* **Information shown**:
-------------------------

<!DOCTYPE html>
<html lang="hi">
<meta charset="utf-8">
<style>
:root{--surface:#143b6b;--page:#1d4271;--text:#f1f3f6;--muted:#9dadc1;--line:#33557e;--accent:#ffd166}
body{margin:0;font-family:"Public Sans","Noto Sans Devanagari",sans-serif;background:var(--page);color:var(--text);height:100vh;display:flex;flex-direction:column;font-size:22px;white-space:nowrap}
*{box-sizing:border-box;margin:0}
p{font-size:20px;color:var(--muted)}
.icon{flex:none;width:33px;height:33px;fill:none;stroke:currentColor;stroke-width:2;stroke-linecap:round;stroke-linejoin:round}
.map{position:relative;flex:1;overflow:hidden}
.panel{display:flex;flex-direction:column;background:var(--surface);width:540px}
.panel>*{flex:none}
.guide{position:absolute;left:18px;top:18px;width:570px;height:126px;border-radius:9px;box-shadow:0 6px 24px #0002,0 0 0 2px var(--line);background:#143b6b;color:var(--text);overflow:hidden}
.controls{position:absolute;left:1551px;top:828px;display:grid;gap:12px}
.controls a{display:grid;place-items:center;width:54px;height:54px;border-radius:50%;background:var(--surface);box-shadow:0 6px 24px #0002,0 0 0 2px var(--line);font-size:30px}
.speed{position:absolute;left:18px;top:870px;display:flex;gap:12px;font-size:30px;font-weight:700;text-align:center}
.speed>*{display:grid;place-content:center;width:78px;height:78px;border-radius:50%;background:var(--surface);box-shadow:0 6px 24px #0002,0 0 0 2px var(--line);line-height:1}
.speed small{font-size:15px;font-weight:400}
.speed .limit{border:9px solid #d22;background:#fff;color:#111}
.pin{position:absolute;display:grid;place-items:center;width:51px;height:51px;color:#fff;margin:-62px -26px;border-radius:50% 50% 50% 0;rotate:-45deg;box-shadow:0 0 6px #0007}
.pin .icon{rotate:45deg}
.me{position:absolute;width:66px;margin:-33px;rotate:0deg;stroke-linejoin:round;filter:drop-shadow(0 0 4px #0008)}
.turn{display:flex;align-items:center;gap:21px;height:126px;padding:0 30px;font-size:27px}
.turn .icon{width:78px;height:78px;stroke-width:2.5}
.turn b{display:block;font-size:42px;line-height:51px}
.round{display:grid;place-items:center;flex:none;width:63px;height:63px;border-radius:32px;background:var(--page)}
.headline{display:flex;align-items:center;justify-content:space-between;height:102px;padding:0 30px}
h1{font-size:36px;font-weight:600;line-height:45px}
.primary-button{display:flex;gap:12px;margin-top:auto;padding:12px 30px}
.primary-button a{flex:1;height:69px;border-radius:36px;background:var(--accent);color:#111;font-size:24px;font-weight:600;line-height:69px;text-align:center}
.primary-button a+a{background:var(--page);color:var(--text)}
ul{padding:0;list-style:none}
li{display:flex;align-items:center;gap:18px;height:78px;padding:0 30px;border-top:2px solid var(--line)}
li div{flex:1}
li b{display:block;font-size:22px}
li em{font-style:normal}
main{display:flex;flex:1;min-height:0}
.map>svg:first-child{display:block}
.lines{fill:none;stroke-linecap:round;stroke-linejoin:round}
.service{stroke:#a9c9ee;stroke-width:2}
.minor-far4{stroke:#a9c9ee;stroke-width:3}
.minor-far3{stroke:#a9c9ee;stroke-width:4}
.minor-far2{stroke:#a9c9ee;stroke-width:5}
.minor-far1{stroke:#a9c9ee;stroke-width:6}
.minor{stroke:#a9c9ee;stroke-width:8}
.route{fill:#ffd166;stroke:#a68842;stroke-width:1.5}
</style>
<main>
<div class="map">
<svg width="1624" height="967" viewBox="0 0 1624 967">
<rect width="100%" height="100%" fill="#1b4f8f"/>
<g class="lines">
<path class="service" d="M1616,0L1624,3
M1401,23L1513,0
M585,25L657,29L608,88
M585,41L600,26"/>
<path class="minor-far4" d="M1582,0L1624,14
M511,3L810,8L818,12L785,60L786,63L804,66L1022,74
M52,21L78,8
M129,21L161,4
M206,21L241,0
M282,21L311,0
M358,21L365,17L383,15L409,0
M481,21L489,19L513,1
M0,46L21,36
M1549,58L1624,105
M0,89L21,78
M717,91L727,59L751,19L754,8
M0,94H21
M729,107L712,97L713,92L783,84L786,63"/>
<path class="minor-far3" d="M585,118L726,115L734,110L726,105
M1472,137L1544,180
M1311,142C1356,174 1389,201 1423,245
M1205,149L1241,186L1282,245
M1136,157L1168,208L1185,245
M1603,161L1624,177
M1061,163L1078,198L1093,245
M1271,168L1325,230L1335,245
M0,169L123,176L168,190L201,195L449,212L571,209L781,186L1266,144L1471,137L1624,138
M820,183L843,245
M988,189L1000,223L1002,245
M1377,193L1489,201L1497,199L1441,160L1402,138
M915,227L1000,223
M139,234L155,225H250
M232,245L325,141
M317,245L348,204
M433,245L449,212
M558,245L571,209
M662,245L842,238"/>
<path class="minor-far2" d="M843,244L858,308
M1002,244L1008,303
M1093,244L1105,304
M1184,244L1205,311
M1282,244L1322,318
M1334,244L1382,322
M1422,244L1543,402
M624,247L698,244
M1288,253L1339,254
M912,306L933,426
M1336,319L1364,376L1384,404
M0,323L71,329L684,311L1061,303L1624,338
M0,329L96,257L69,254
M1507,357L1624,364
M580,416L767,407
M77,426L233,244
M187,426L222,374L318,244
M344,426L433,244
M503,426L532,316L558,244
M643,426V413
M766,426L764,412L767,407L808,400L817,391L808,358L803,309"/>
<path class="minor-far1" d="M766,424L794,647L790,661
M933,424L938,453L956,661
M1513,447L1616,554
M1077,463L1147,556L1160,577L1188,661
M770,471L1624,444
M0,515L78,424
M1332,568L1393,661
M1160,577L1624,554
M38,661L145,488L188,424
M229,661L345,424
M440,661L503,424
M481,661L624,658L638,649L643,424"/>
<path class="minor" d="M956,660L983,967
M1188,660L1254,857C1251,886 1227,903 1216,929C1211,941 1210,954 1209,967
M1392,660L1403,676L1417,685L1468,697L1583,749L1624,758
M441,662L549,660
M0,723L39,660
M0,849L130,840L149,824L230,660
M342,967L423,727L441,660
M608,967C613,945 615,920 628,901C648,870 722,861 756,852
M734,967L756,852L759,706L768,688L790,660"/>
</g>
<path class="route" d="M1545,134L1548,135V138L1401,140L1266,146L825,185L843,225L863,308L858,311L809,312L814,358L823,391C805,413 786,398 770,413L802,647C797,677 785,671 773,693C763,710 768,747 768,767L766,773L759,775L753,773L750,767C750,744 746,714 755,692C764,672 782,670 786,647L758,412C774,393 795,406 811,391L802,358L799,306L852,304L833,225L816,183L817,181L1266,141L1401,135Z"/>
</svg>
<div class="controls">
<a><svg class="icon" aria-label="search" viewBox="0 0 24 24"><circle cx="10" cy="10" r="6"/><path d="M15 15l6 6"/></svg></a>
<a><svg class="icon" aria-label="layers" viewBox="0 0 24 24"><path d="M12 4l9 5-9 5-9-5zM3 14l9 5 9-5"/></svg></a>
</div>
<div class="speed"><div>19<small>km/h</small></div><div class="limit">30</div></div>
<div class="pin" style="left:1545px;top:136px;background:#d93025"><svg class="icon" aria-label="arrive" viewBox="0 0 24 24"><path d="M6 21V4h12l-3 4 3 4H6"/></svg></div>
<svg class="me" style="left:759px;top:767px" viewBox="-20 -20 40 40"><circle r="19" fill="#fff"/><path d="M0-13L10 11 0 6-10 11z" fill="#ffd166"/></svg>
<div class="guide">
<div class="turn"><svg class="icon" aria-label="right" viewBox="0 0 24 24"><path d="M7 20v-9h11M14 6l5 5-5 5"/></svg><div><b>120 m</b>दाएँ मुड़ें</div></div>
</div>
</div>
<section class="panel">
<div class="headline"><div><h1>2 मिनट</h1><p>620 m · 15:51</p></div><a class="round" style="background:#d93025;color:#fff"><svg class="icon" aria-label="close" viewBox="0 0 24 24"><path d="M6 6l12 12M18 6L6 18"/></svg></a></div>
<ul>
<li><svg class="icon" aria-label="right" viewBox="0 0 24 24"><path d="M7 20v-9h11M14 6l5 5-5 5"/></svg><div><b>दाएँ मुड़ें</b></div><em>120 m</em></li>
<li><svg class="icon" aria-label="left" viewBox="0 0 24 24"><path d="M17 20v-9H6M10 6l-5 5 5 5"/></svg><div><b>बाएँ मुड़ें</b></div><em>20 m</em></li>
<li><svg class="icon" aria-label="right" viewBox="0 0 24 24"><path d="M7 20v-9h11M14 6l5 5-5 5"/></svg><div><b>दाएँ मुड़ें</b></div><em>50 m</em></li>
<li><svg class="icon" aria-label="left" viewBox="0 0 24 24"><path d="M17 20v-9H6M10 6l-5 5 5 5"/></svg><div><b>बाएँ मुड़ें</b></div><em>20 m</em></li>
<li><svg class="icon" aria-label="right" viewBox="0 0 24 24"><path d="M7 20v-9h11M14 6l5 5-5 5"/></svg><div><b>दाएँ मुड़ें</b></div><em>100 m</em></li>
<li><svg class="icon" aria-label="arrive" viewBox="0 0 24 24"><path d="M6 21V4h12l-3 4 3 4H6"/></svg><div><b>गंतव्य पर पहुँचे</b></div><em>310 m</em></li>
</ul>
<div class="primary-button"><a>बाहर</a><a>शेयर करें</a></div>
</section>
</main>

-------------------------

* **Task goal**: In the material above, find each line that contains the word "route", and select it.

* **Result for this exercise**:
.route{fill:#ffd166;stroke:#a68842;stroke-width:1.5}
<path class="route" d="M1545,134L1548,135V138L1401,140L1266,146L825,185L843,225L863,308L858,311L809,312L814,358L823,391C805,413 786,398 770,413L802,647C797,677 785,671 773,693C763,710 768,747 768,767L766,773L759,775L753,773L750,767C750,744 746,714 755,692C764,672 782,670 786,647L758,412C774,393 795,406 811,391L802,358L799,306L852,304L833,225L816,183L817,181L1266,141L1401,135Z"/>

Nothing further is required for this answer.